▸ **REQUIRED ACTION**:
From the records below, report the number of lines that contain "data", and add nothing.

▸ **SOURCE RECORDS**:

----------------

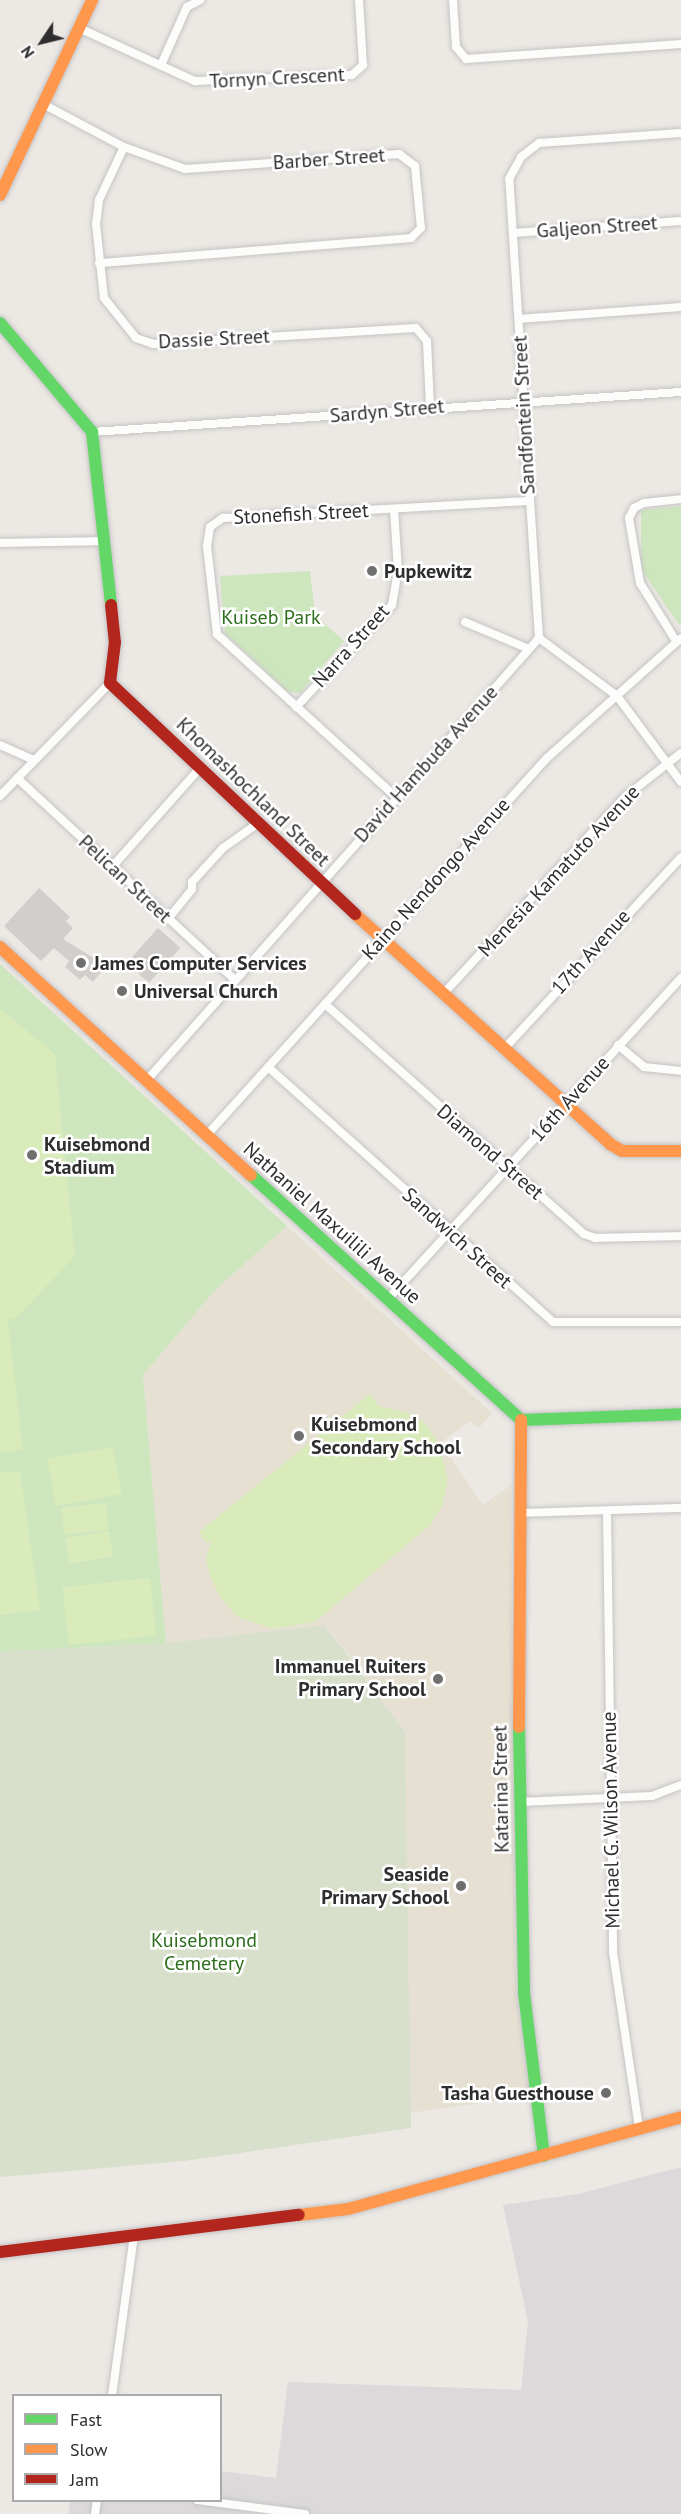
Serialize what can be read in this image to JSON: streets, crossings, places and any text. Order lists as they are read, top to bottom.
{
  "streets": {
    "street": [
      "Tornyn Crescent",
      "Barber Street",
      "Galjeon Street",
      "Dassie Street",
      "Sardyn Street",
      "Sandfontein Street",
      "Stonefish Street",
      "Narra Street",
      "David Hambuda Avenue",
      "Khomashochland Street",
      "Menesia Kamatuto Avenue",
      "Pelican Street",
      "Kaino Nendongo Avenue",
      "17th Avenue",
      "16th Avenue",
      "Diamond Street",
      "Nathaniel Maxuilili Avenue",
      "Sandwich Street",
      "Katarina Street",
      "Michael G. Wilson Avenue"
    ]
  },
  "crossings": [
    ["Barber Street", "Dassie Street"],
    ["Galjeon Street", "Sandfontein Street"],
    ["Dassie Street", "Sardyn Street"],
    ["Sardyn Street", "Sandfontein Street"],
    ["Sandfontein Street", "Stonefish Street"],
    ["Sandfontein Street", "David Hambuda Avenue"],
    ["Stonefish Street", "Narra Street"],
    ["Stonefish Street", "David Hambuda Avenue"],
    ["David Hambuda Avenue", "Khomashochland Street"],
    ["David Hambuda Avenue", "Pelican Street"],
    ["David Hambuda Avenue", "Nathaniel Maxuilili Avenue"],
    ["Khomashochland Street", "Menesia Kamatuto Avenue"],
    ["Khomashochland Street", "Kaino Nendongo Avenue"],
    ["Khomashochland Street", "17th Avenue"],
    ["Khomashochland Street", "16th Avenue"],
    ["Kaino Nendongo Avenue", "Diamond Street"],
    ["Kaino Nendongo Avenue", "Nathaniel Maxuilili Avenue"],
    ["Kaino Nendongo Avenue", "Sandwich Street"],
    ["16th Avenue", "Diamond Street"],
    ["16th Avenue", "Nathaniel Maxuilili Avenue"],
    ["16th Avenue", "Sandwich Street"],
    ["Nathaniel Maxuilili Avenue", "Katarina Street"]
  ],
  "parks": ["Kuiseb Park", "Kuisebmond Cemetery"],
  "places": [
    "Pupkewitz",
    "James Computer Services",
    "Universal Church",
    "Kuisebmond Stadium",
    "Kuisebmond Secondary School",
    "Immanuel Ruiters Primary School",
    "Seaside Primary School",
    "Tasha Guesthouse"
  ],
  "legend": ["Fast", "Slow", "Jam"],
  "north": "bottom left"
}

----------------

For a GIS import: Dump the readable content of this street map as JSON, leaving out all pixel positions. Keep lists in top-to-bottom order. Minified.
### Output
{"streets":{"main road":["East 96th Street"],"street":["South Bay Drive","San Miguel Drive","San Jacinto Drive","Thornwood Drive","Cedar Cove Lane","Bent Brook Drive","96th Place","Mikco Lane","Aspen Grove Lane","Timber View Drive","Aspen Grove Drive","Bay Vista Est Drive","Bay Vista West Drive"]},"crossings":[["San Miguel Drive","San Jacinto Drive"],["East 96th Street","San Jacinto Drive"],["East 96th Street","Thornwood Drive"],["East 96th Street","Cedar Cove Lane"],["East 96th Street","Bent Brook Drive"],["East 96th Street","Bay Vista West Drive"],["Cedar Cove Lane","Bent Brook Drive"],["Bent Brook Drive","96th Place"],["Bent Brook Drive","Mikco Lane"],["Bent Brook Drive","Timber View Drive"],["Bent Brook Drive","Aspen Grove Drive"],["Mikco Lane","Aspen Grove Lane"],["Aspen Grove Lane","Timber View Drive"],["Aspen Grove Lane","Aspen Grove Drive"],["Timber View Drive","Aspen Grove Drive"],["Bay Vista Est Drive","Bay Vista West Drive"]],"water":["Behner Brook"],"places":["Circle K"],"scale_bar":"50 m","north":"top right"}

----------------

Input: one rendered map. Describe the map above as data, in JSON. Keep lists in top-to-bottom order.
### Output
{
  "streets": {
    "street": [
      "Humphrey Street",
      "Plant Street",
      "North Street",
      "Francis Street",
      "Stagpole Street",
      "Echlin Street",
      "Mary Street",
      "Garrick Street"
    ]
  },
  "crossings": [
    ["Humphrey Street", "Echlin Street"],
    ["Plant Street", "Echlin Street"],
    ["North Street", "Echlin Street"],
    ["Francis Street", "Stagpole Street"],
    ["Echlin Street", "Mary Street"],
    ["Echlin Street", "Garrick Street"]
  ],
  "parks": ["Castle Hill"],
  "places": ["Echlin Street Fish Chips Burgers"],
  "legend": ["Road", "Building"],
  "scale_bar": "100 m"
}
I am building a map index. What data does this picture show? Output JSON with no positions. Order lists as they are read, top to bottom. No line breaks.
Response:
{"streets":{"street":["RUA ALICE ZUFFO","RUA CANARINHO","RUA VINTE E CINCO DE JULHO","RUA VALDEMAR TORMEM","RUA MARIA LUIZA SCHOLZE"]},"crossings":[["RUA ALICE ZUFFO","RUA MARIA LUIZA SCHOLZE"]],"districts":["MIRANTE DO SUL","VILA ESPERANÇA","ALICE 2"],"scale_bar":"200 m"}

----------------

▸ **RESULT OF THE EXERCISE**:
2